TASK DIRECTIONS:
Going through the data below, please show each line containing the string "shadow".

Dataset entries:
========
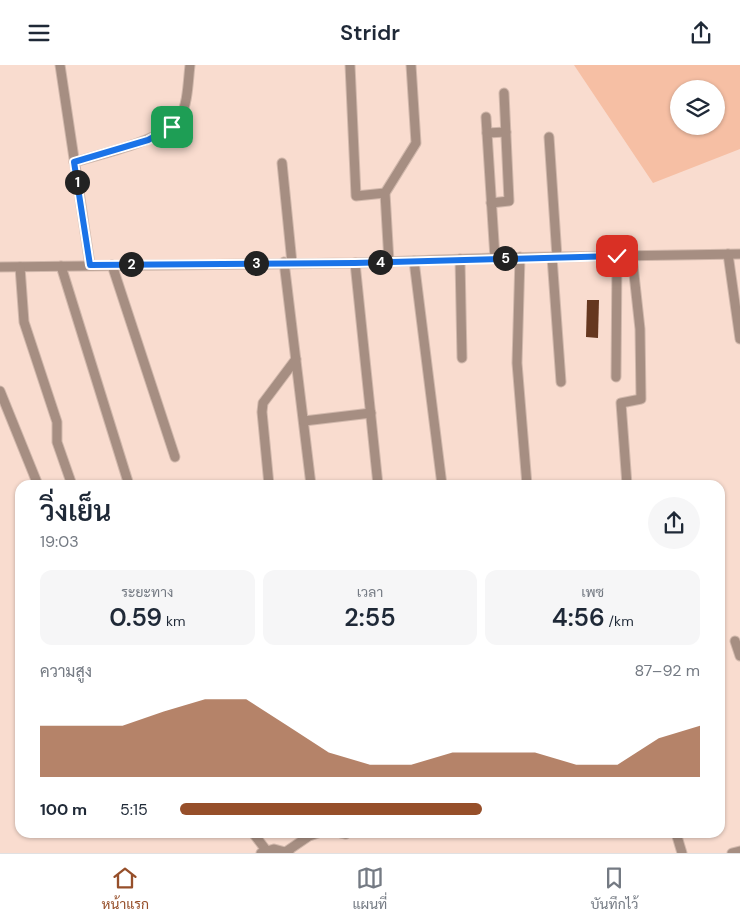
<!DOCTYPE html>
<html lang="th">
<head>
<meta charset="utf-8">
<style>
	body { margin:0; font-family:"DM Sans",Sarabun,sans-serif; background:#f6f6f7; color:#1f2937; height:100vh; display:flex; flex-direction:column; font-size:19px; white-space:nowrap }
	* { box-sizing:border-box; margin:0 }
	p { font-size:16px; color:#747a83 }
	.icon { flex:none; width:28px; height:28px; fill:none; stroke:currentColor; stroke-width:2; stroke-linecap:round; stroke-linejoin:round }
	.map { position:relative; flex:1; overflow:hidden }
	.details { position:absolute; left:15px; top:415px; width:710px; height:358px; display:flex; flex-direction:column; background:#fff; border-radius:15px; box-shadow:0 1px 4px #0004 }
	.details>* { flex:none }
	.buttons { position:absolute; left:670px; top:15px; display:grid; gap:10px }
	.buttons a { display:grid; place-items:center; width:55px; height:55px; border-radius:50%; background:#fff; box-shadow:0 1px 4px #0004; font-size:25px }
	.pin { position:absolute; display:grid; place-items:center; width:42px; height:42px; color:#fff; margin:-21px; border-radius:10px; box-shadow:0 2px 8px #0006 }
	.km { position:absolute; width:25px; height:25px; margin:-12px; border-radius:50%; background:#222; color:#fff; font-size:14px; line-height:25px; text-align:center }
	.round { display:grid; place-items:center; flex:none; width:52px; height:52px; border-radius:26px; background:#f6f6f7 }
	.overview { display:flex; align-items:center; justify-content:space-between; height:85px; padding:0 25px }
	h1 { font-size:28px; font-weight:600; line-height:38px }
	.figures { display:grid; grid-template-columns:repeat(3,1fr); gap:8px; height:85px; padding:5px 25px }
	.figures div { display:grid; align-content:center; border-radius:12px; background:#f6f6f7; text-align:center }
	.figures b { font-size:25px; font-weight:600 }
	.figures small { font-size:14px; font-weight:400 }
	.figures p { font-size:14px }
	.chart { height:140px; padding:10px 25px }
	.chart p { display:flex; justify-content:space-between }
	.chart svg { width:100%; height:90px; margin-top:5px; fill:#964f2a; opacity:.7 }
	ul { padding:0 25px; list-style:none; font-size:16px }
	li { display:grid; grid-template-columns:80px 60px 1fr; align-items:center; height:38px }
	li i { height:12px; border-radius:6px; background:#964f2a }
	header { display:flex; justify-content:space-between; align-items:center; height:65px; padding:0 25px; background:#fff; font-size:22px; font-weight:600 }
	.tab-bar { display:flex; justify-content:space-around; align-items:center; height:70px; border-top:1px solid #e0e1e3; background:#fff; font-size:14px; color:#747a83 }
	.tab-bar a { display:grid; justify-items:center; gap:2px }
	.tab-bar .current { color:#964f2a }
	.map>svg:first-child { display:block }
</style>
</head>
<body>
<header><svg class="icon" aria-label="menu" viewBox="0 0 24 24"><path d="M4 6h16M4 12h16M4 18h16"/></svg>Stridr<svg class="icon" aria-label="share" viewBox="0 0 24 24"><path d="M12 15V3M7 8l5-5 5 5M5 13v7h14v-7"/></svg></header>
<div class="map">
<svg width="740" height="788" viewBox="0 0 740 788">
	<rect width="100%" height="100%" fill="#f9dccf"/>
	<!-- green -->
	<path fill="#f6bfa4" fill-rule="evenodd" d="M 574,0 L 740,0 L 740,84 L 653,118 ZM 679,24 L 716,24 L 716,61 L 679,61 Z"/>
	<!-- building -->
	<path fill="#65371f" d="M 587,235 L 599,235 L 598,273 L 586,272 Z"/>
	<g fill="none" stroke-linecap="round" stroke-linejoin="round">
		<!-- minor casing -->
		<g stroke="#d1b8ac" stroke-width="11">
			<g id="minor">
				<path d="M 60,0 L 90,200"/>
				<path d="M 350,0 L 356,131 L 385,128"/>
				<path d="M 486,52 L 495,193"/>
				<path d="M 487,68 L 506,67"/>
				<path d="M 549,72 L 557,192"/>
				<path d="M 74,97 C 98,90 168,74 180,53 C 188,38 188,17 190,0"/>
				<path d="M 282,98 L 292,198"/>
				<path d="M 491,138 L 509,136 L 504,28"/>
				<path d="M 728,189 L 740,274"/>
				<path d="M 520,192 L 517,298 L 527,420"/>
				<path d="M 552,192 L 561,317"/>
				<path d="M 460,194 L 462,293"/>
				<path d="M 414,196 L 442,420"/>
				<path d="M 284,197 L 311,420"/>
				<path d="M 389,197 L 385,128 L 416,78 L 411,0"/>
				<path d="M 355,198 L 378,420"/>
				<path d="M 112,200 L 175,392"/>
				<path d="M 61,201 L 129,420"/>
				<path d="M 0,202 L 355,198 L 495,193 L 740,189"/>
				<path d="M 20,202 L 24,257 L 57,357 L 57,377 L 72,420"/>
				<path d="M 616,312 L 617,191"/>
				<path d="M 0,326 L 38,420"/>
				<path d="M 304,356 L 371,348"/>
				<path d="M 269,420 L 262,347 L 263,338 L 296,294"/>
				<path d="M 627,420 L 621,338 L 641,334 L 640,264 L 632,191"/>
				<path d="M 735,576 L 740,591"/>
				<path d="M 253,768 L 266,785"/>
				<path d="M 341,768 L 346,769"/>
				<path d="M 676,768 L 682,788"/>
				<path d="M 287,786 L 309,771 L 318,768"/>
				<path d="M 261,788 L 274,784 L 289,788"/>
				<path d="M 732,788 L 740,786"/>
			</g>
		</g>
		<!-- minor -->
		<use href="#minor" stroke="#a68e82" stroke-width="9"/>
	</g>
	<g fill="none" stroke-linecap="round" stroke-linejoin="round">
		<!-- route casing -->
		<g stroke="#fff" stroke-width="10">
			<path id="route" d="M 172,62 L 148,75 L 74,97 L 90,200 L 355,198 L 617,191"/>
		</g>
		<!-- route -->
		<use href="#route" stroke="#1a73e8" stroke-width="6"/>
	</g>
</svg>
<div class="buttons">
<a><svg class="icon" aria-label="layers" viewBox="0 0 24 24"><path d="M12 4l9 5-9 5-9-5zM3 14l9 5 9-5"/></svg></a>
</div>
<div class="pin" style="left:172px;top:62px;background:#1e9e55"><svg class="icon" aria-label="arrive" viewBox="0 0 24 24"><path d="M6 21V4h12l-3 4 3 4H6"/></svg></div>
<div class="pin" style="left:617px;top:191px;background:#d93025"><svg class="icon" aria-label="check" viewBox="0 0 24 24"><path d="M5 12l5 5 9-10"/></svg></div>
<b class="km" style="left:77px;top:117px">1</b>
<b class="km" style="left:131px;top:199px">2</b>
<b class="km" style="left:256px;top:198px">3</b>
<b class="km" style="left:380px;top:197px">4</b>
<b class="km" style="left:505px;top:193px">5</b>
<section class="details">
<div class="overview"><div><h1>วิ่งเย็น</h1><p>19:03</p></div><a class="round"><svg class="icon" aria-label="share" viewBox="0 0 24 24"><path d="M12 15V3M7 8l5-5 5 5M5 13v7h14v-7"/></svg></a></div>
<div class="figures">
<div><p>ระยะทาง</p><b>0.59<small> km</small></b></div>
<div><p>เวลา</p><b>2:55</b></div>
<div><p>เพซ</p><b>4:56<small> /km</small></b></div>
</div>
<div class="chart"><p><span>ความสูง</span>87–92 m</p>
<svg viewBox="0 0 160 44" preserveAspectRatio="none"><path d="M0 44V19L10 19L20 19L30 12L40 6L50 6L60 19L70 32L80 38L90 38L100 32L110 32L120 32L130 38L140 38L150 25L160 19V44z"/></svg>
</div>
<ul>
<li><b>100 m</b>5:15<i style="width:58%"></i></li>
</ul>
</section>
</div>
<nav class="tab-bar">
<a class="current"><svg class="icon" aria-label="home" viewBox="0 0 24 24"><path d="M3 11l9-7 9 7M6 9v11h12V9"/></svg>หน้าแรก</a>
<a><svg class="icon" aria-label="map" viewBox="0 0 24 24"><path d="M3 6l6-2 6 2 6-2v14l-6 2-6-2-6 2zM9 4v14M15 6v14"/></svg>แผนที่</a>
<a><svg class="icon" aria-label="saved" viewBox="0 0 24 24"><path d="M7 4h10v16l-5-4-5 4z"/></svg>บันทึกไว้</a>
</nav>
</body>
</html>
========
ANSWER TO THIS EXERCISE:
	.details { position:absolute; left:15px; top:415px; width:710px; height:358px; display:flex; flex-direction:column; background:#fff; border-radius:15px; box-shadow:0 1px 4px #0004 }
	.buttons a { display:grid; place-items:center; width:55px; height:55px; border-radius:50%; background:#fff; box-shadow:0 1px 4px #0004; font-size:25px }
	.pin { position:absolute; display:grid; place-items:center; width:42px; height:42px; color:#fff; margin:-21px; border-radius:10px; box-shadow:0 2px 8px #0006 }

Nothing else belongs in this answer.